Building Blocks Of Auckland

The next 30 years are going to be transformational for Auckland. The population is set to surpass 2 million before 2040, meaning we will need to build more houses and better transport infrastructure such as railways and safer roads. By 2048, the city’s population is predicted to grow to 2.3 million. Auckland Council estimates we will need to build 300,000 more homes before 2048.

There are also big infrastructure projects needed to keep Auckland moving, whilst at the same time keeping emissions low. By creating an underground railway system, City Rail Link will substantially increase rail capacity, and allow more people to take public transport. The Auckland Light Rail project will enable tens of thousands of new houses to be built by creating a high capacity transport network that stretches from the central city to Māngere.

Aggregate is the key material needed to make sure those new houses, townhouses, apartments, roads, cycleways and infrastructure projects are built.

Every kilometre of State Highway uses between 14,000 and 20,000 tonnes of aggregate.

The average sealed suburban road requires 4000 tonnes of aggregate per kilometre.

Each new house requires 250 tonnes of aggregate.

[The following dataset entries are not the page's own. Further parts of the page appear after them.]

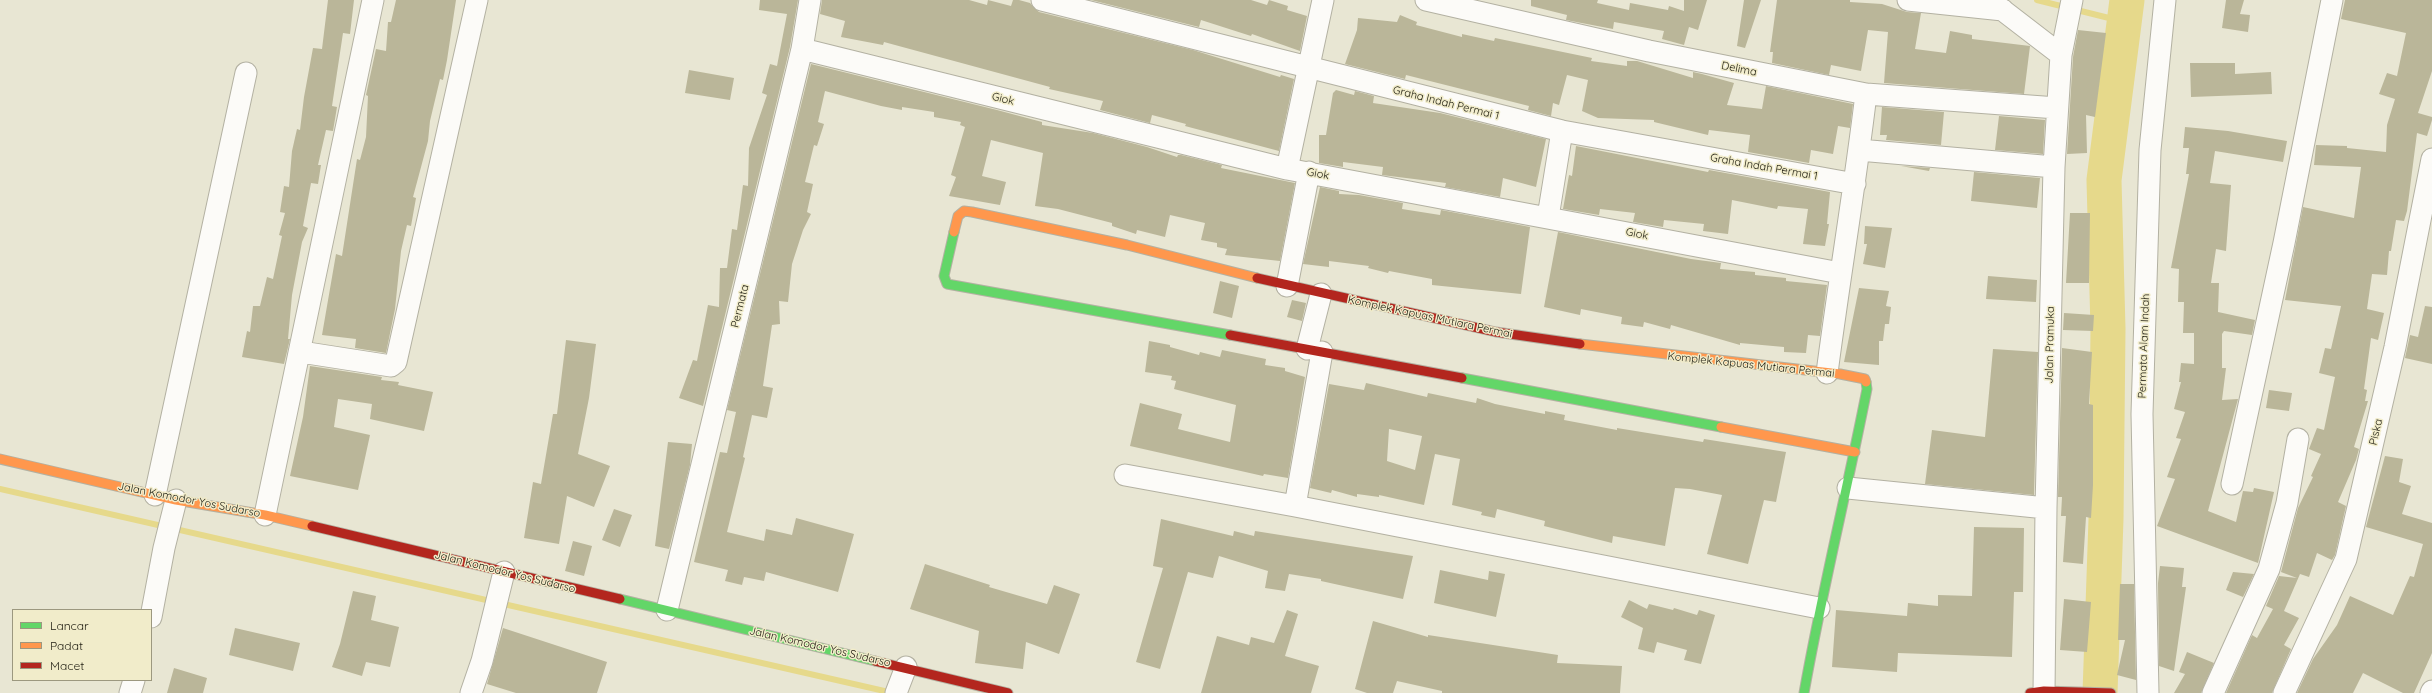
<!DOCTYPE html>
<html>
<head>
<meta charset="utf-8">
<style>
	body { margin:0 }
	#map { position:relative; width:2432px; height:693px; overflow:hidden; background:#e8e6d3; font-family:Quicksand,sans-serif }
	canvas { display:block }
	.legend { position:absolute; left:12px; top:609px; width:140px; height:72px; box-sizing:border-box; background:#f1ecca; border:1px solid #9c987f; margin:0; padding:5px 7px; list-style:none; font-size:12px; color:#1d1b0f }
	.legend li { display:flex; align-items:center; gap:8px; height:20px }
	.legend b { width:20px; border:1px solid #9c987f }
</style>
</head>
<body>
<div id="map">
<canvas width="2432" height="693"></canvas>
<ul class="legend">
<li><b style="height:5px;background:#63d668"></b>Lancar</li>
<li><b style="height:5px;background:#ff974d"></b>Padat</li>
<li><b style="height:5px;background:#b3261e"></b>Macet</li>
</ul>
</div>
<script>
const c = document.querySelector('canvas').getContext('2d');
c.lineJoin = 'round';
function strokePath(path, color, width, dash) {
  c.strokeStyle = color;
  c.lineWidth = width;
  c.lineCap = dash ? 'butt' : 'round';
  c.setLineDash(dash || []);
  c.stroke(path);
}
function fillPath(path, color) {
  c.fillStyle = color;
  c.fill(path, 'evenodd');
}
function label(font, color, halo, rows, align = 'center') {
  c.font = font + ' Quicksand,sans-serif';
  c.lineWidth = 3;
  c.setLineDash([]);
  c.textBaseline = 'middle';
  c.strokeStyle = halo;
  c.fillStyle = color;
  for (const [text, x, y, turn = 0] of rows) {
    c.save();
    c.translate(x, y);
    c.rotate((+turn || 0) * Math.PI / 180);
    c.textAlign = isNaN(turn) ? turn : align;
    if (halo) c.strokeText(text, 0, 0);
    c.fillText(text, 0, 0);
    c.restore();
  }
}
const stream = new Path2D(`
	M 2037,0 L 2125,22
	M 0,489 L 893,693`);
const river = new Path2D(`
	M 2100,693 L 2106,519 L 2108,329 L 2104,180 L 2127,0`);
const building = new Path2D(`
	M 328,0 L 354,0 L 350,34 L 343,33 L 332,106 L 337,107 L 333,131 L 326,130 L 318,165 L 321,165 L 318,184 L 311,183 L 303,226 L 308,228 L 302,242 L 292,295 L 288,339 L 290,339 L 284,364 L 242,357 L 247,331 L 250,332 L 253,306 L 260,306 L 267,277 L 273,279 L 282,236 L 279,235 L 285,213 L 280,212 L 284,186 L 289,187 L 292,151 L 297,129 L 300,130 L 304,97 L 313,48 L 322,49 Z
	M 396,0 L 456,0 L 447,60 L 443,80 L 440,79 L 430,121 L 428,141 L 413,197 L 416,198 L 411,226 L 407,225 L 401,251 L 395,309 L 386,353 L 355,348 L 356,339 L 322,335 L 336,254 L 342,256 L 357,159 L 360,160 L 366,137 L 368,96 L 366,95 L 376,49 L 386,51 L 388,22 L 391,22 Z
	M 760,0 L 798,0 L 790,47 L 703,406 L 679,398 L 693,360 L 697,361 L 708,305 L 719,307 L 720,268 L 727,268 L 732,229 L 737,230 L 743,185 L 748,186 L 749,148 L 767,95 L 762,93 L 770,64 L 777,66 L 787,14 L 759,10 Z
	M 822,0 L 969,0 L 987,5 L 988,0 L 1011,6 L 1013,0 L 1019,0 L 1030,3 L 1039,12 L 1193,50 L 1280,77 L 1281,75 L 1294,79 L 1279,151 L 1185,126 L 1186,124 L 1152,115 L 1150,123 L 1100,110 L 1103,101 L 1049,89 L 1050,87 L 884,42 L 883,45 L 841,37 L 845,21 L 820,14 Z
	M 1091,0 L 1251,0 L 1267,5 L 1269,0 L 1288,6 L 1287,10 L 1307,16 L 1300,51 L 1252,34 L 1251,36 L 1201,20 L 1199,27 Z
	M 1531,0 L 1598,0 L 1597,3 L 1629,10 L 1630,3 L 1668,10 L 1669,6 L 1684,11 L 1684,0 L 1707,0 L 1698,30 L 1689,27 L 1684,45 L 1662,39 L 1664,31 L 1614,22 L 1613,29 L 1566,20 L 1567,15 L 1531,6 Z
	M 1744,0 L 1761,0 L 1745,48 L 1737,46 Z
	M 1777,0 L 1850,0 L 1850,2 L 1882,4 L 1907,12 L 1921,13 L 1915,49 L 1946,53 L 1950,31 L 1972,35 L 1972,39 L 2030,46 L 2024,94 L 1884,83 L 1888,32 L 1868,30 L 1861,71 L 1831,65 L 1829,75 L 1772,63 L 1773,52 L 1770,52 Z
	M 2226,0 L 2244,0 L 2240,14 L 2250,15 L 2248,32 L 2222,28 Z
	M 2345,0 L 2432,0 L 2432,71 L 2418,113 L 2432,117 L 2432,120 L 2427,136 L 2417,133 L 2407,211 L 2404,221 L 2396,220 L 2391,251 L 2389,251 L 2387,275 L 2372,274 L 2367,309 L 2384,313 L 2378,340 L 2371,338 L 2364,389 L 2367,390 L 2365,401 L 2368,401 L 2354,447 L 2359,449 L 2356,460 L 2338,502 L 2346,506 L 2335,555 L 2332,560 L 2317,553 L 2309,577 L 2300,574 L 2284,611 L 2299,618 L 2284,645 L 2291,649 L 2272,693 L 2226,693 L 2252,635 L 2257,638 L 2273,609 L 2266,606 L 2279,576 L 2297,578 L 2281,572 L 2298,508 L 2313,477 L 2311,476 L 2321,454 L 2309,449 L 2317,428 L 2324,430 L 2335,377 L 2319,373 L 2325,348 L 2331,349 L 2341,306 L 2285,300 L 2303,207 L 2354,218 L 2361,167 L 2314,165 L 2316,145 L 2347,146 L 2347,148 L 2386,152 L 2387,125 L 2395,99 L 2379,94 L 2387,73 L 2397,76 L 2406,33 L 2341,19 Z
	M 1400,15 L 1417,22 L 1416,25 L 1462,37 L 1462,34 L 1494,41 L 1495,38 L 1592,58 L 1591,61 L 1627,66 L 1627,61 L 1637,61 L 1693,78 L 1693,72 L 1702,74 L 1734,83 L 1727,105 L 1762,109 L 1766,86 L 1853,104 L 1850,128 L 1838,126 L 1833,154 L 1811,150 L 1809,163 L 1748,152 L 1750,135 L 1709,130 L 1708,135 L 1654,122 L 1654,120 L 1598,118 L 1582,111 L 1588,80 L 1567,75 L 1559,105 L 1553,103 L 1551,116 L 1528,110 L 1529,106 L 1406,75 L 1405,79 L 1345,64 L 1357,30 L 1358,18 L 1397,22 Z
	M 2078,30 L 2106,33 L 2095,117 L 2086,115 L 2087,153 L 2067,154 L 2073,57 Z
	M 2190,63 L 2235,63 L 2235,74 L 2271,72 L 2272,94 L 2191,97 Z
	M 811,64 L 997,110 L 1042,122 L 1042,125 L 1093,133 L 1147,147 L 1177,157 L 1178,155 L 1181,155 L 1222,165 L 1221,168 L 1295,183 L 1280,261 L 1225,255 L 1227,249 L 1217,247 L 1217,243 L 1201,240 L 1205,223 L 1170,215 L 1165,237 L 1137,230 L 1136,234 L 1112,226 L 1112,223 L 1058,209 L 1035,206 L 1043,153 L 991,140 L 982,176 L 1006,182 L 1000,205 L 949,196 L 956,177 L 951,175 L 965,127 L 960,125 L 961,122 L 934,117 L 934,112 L 902,107 L 902,110 L 881,106 L 825,91 L 818,122 L 824,124 L 817,146 L 814,145 L 805,182 L 813,184 L 807,212 L 811,214 L 803,230 L 792,264 L 788,302 L 779,301 L 780,324 L 772,325 L 763,386 L 773,388 L 767,418 L 752,415 L 743,457 L 745,458 L 727,532 L 764,541 L 766,529 L 792,535 L 796,518 L 854,534 L 838,592 L 766,572 L 764,581 L 744,577 L 742,585 L 725,581 L 728,570 L 694,562 L 720,452 L 727,453 L 736,412 L 727,410 Z
	M 689,70 L 734,78 L 730,100 L 685,93 Z
	M 1336,90 L 1354,95 L 1355,91 L 1374,96 L 1373,103 L 1440,113 L 1546,139 L 1536,187 L 1503,178 L 1500,197 L 1445,187 L 1446,183 L 1382,175 L 1383,167 L 1343,162 L 1343,167 L 1319,163 L 1319,135 L 1326,135 L 1333,93 Z
	M 1882,107 L 1944,112 L 1941,145 L 1886,140 L 1887,135 L 1880,135 Z
	M 1999,116 L 2045,120 L 2043,154 L 1995,150 Z
	M 2185,127 L 2228,131 L 2287,141 L 2283,162 L 2215,151 L 2210,183 L 2231,185 L 2226,251 L 2216,249 L 2211,283 L 2219,283 L 2218,312 L 2255,320 L 2252,335 L 2224,331 L 2222,334 L 2222,368 L 2226,368 L 2222,400 L 2238,399 L 2208,511 L 2236,522 L 2243,491 L 2253,492 L 2254,488 L 2274,492 L 2258,563 L 2157,526 L 2175,479 L 2167,477 L 2181,439 L 2176,438 L 2185,412 L 2174,409 L 2181,382 L 2179,382 L 2181,363 L 2194,364 L 2194,333 L 2183,333 L 2184,302 L 2178,302 L 2179,269 L 2171,268 L 2189,174 L 2186,174 L 2189,148 L 2183,148 Z
	M 1576,146 L 1708,172 L 1709,170 L 1830,192 L 1827,224 L 1829,224 L 1825,246 L 1803,244 L 1808,209 L 1778,206 L 1777,209 L 1732,200 L 1728,234 L 1703,231 L 1704,224 L 1664,220 L 1663,227 L 1633,222 L 1635,213 L 1600,209 L 1599,215 L 1563,209 L 1569,175 L 1572,176 Z
	M 1901,166 L 1930,168 L 1929,171 Z
	M 1974,172 L 2040,178 L 2037,208 L 1971,201 Z
	M 1320,187 L 1339,191 L 1339,194 L 1359,195 L 1403,203 L 1402,209 L 1440,215 L 1441,210 L 1530,227 L 1521,294 L 1432,285 L 1432,279 L 1389,271 L 1388,273 L 1368,268 L 1369,266 L 1329,261 L 1329,267 L 1303,264 Z
	M 2070,213 L 2090,213 L 2089,283 L 2066,283 Z
	M 1865,226 L 1892,228 L 1885,268 L 1863,264 L 1867,244 L 1864,244 Z
	M 1558,232 L 1691,259 L 1721,263 L 1720,269 L 1755,272 L 1755,275 L 1786,278 L 1786,281 L 1827,285 L 1820,336 L 1808,335 L 1806,353 L 1784,352 L 1784,347 L 1740,343 L 1740,345 L 1671,325 L 1670,329 L 1644,322 L 1643,327 L 1621,324 L 1622,317 L 1581,309 L 1580,315 L 1544,307 Z
	M 1988,276 L 2037,280 L 2036,302 L 1986,299 Z
	M 1220,281 L 1239,286 L 1232,318 L 1213,313 Z
	M 1859,288 L 1889,291 L 1886,306 L 1891,307 L 1889,324 L 1885,324 L 1883,341 L 1879,341 L 1879,365 L 1844,362 Z
	M 1292,300 L 1306,303 L 1302,321 L 1287,317 Z
	M 2425,306 L 2432,307 L 2432,364 L 2405,358 L 2410,335 L 2418,337 Z
	M 2064,313 L 2094,315 L 2093,331 L 2063,330 Z
	M 566,340 L 596,344 L 589,398 L 578,454 L 610,466 L 594,507 L 567,496 L 559,544 L 524,538 L 533,482 L 541,484 L 553,414 L 557,414 Z
	M 1149,341 L 1170,345 L 1170,347 L 1199,355 L 1200,352 L 1220,357 L 1222,350 L 1266,359 L 1265,365 L 1285,368 L 1285,371 L 1305,377 L 1288,478 L 1264,474 L 1263,476 L 1130,446 L 1140,403 L 1182,414 L 1178,429 L 1230,442 L 1236,405 L 1174,389 L 1176,381 L 1171,380 L 1172,376 L 1145,372 Z
	M 2062,348 L 2092,352 L 2089,404 L 2093,405 L 2093,485 L 2091,518 L 2086,517 L 2083,564 L 2063,562 L 2066,516 L 2061,516 L 2062,497 L 2058,497 Z
	M 1993,349 L 2038,352 L 2034,495 L 1925,484 L 1932,430 L 1985,437 Z
	M 310,366 L 382,377 L 381,380 L 399,382 L 398,385 L 433,392 L 424,431 L 370,419 L 372,404 L 338,399 L 334,427 L 370,435 L 358,490 L 290,476 L 303,417 Z
	M 1366,383 L 1427,397 L 1428,393 L 1476,403 L 1477,398 L 1495,404 L 1545,414 L 1545,411 L 1565,415 L 1564,420 L 1617,430 L 1617,428 L 1703,442 L 1704,439 L 1786,452 L 1776,502 L 1764,500 L 1748,564 L 1707,554 L 1722,495 L 1690,489 L 1675,488 L 1665,546 L 1613,536 L 1612,543 L 1544,526 L 1545,521 L 1497,509 L 1495,518 L 1481,515 L 1482,512 L 1452,505 L 1460,459 L 1435,454 L 1424,505 L 1379,495 L 1379,497 L 1357,494 L 1357,497 L 1332,490 L 1331,493 L 1310,488 L 1329,384 L 1364,390 ZM 1389,429 L 1422,436 L 1415,470 L 1387,461 Z
	M 2269,390 L 2292,393 L 2289,411 L 2266,408 Z
	M 668,442 L 692,444 L 690,465 L 669,549 L 655,546 Z
	M 2385,456 L 2403,459 L 2399,482 L 2411,486 L 2402,514 L 2432,523 L 2432,653 L 2414,693 L 2403,693 L 2363,673 L 2353,693 L 2297,693 L 2313,659 L 2337,625 L 2350,596 L 2393,615 L 2410,576 L 2414,577 L 2423,544 L 2366,527 Z
	M 614,509 L 632,515 L 620,547 L 602,540 Z
	M 1161,519 L 1233,536 L 1234,531 L 1254,536 L 1255,531 L 1413,556 L 1403,599 L 1321,581 L 1321,579 L 1289,574 L 1285,591 L 1265,588 L 1268,571 L 1219,556 L 1213,578 L 1188,572 L 1160,669 L 1136,662 L 1163,568 L 1153,566 Z
	M 1974,527 L 2024,528 L 2023,592 L 2014,592 L 2012,657 L 1898,653 L 1897,672 L 1832,667 L 1836,610 L 1907,616 L 1908,603 L 1938,606 L 1938,595 L 1972,596 Z
	M 573,541 L 592,546 L 584,576 L 565,571 Z
	M 925,564 L 990,585 L 989,587 L 1047,604 L 1054,585 L 1080,594 L 1059,654 L 1026,642 L 1023,669 L 975,663 L 979,631 L 910,609 Z
	M 2160,566 L 2184,568 L 2182,587 L 2186,587 L 2174,671 L 2159,666 L 2158,583 Z
	M 1440,570 L 1488,580 L 1489,571 L 1505,574 L 1496,617 L 1434,603 Z
	M 2233,572 L 2254,574 L 2243,597 L 2226,590 Z
	M 2120,584 L 2134,584 L 2136,680 L 2117,675 L 2125,640 L 2118,640 Z
	M 353,591 L 376,596 L 371,620 L 399,627 L 390,667 L 366,662 L 362,676 L 332,667 L 340,644 Z
	M 2064,599 L 2091,602 L 2087,652 L 2060,650 Z
	M 1629,600 L 1647,609 L 1649,604 L 1673,610 L 1674,608 L 1697,615 L 1699,610 L 1715,615 L 1701,664 L 1684,660 L 1687,650 L 1657,642 L 1654,653 L 1638,649 L 1643,628 L 1621,617 Z
	M 1287,610 L 1298,614 L 1285,656 L 1319,666 L 1311,693 L 1201,693 L 1217,636 L 1249,645 L 1251,637 L 1274,643 Z
	M 1373,621 L 1428,637 L 1428,635 L 1558,655 L 1557,663 L 1622,666 L 1620,693 L 1442,693 L 1442,691 L 1397,681 L 1393,693 L 1367,693 L 1355,689 Z
	M 235,628 L 300,643 L 293,671 L 229,655 Z
	M 503,628 L 607,662 L 597,693 L 516,693 L 487,684 Z
	M 2187,652 L 2214,663 L 2201,693 L 2174,693 L 2185,674 L 2179,672 Z
	M 174,668 L 207,678 L 203,693 L 167,693 Z`);
const street = new Path2D(`
	M 1042,0 L 1562,131 L 1855,184
	M 1426,0 L 1649,51 L 1866,94 L 2057,108
	M 1908,0 L 2003,10
	M 1992,2 L 2061,55
	M 802,49 L 1287,169 L 1840,273
	M 1859,150 L 2054,167
	M 1287,169 L 1323,0
	M 1548,217 L 1562,131
	M 1287,286 L 1309,172
	M 1307,349 L 1321,294
	M 301,352 L 391,366 L 396,362 L 477,0
	M 1827,373 C 1839,280 1855,187 1866,94
	M 1125,475 L 1295,506 L 1819,608
	M 2232,484 L 2284,243 L 2332,0
	M 1848,488 L 2046,508
	M 155,495 L 246,73
	M 1295,506 L 1322,352
	M 265,515 L 373,0
	M 667,610 L 802,49 L 810,0
	M 151,617 L 164,548 L 176,500
	M 130,693 L 134,680
	M 471,693 L 482,661 L 504,572
	M 896,693 L 906,667
	M 2044,693 L 2046,508 L 2054,167 L 2061,55 L 2072,0
	M 2148,693 L 2142,414 L 2150,150 L 2165,0
	M 2213,693 L 2269,569 L 2287,503 L 2298,439
	M 2284,693 L 2346,559 L 2395,347 L 2432,159
	M 2431,693 L 2432,691`);
const fast = new Path2D(`
	M 954,232 L 944,276 L 947,284 L 1230,335
	M 1462,378 L 1721,427
	M 620,599 L 875,661
	M 1804,693 C 1822,591 1847,491 1867,389 L 1866,382`);
const slow = new Path2D(`
	M 954,232 L 958,216 L 964,211 L 972,212 L 1127,245 L 1257,278
	M 1580,344 L 1840,374 L 1865,379 L 1866,382
	M 1721,427 L 1855,452
	M 0,459 L 176,500 L 265,515 L 312,526`);
const jam = new Path2D(`
	M 1257,278 L 1496,332 L 1580,344
	M 1230,335 L 1462,378
	M 312,526 L 620,599
	M 875,661 L 1008,693
	M 2030,693 L 2044,691 L 2111,693`);
const streetNames = [
	["Delima",1739,69,11],
	["Giok",1003,99,14],
	["Graha Indah Permai 1",1446,103,14],
	["Graha Indah Permai 1",1764,167,10],
	["Giok",1318,174,10],
	["Giok",1637,234,11],
	["Permata",740,306,-76],
	["Komplek Kapuas Mutiara Permai",1430,317,12],
	["Jalan Pramuka",2050,345,-89],
	["Permata Alam Indah",2144,346,-88],
	["Komplek Kapuas Mutiara Permai",1751,365,6],
	["Piska",2376,432,-77],
	["Jalan Komodor Yos Sudarso",189,500,11],
	["Jalan Komodor Yos Sudarso",505,572,14],
	["Jalan Komodor Yos Sudarso",820,647,13]
];
strokePath(stream, '#e6d98b', 6);
strokePath(river, '#e6d98b', 35);
fillPath(building, '#bab699');
strokePath(street, '#b3b1a2', 23);
strokePath(fast, '#b3b1a2', 11);
strokePath(slow, '#b3b1a2', 11);
strokePath(jam, '#b3b1a2', 11);
strokePath(street, '#fcfbf8', 21);
strokePath(fast, '#63d668', 9);
strokePath(slow, '#ff974d', 9);
strokePath(jam, '#b3261e', 9);
label('11px', '#1d1b0f', '#f1ecca', streetNames);
</script>
</body>
</html>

The aggregates from Stevenson Drury quarry are currently being supplied to the Papakura to Drury four laning project and is found in the concrete used in local and Auckland wide projects.

How will we keep construction affordable as our city grows? The cost of aggregate doubles every 30km it is transported. Therefore keeping aggregate local will help to keep the costs of aggregates down. Right now Auckland has a deficit of aggregate. It consumes more aggregate than it produces, so a lot of aggregate has to be transported from as far away as Huntly.

The Stevenson Drury quarry is one of the major sources of aggregate within Auckland, and we need to ensure we have an aggregate source well into the future. We have identified an opportunity to expand aggregate extraction in the northern part of our site. This will mean we can continue working out of our existing operation rather than finding a whole new source of aggregate in Auckland, or carting aggregate from long distances away.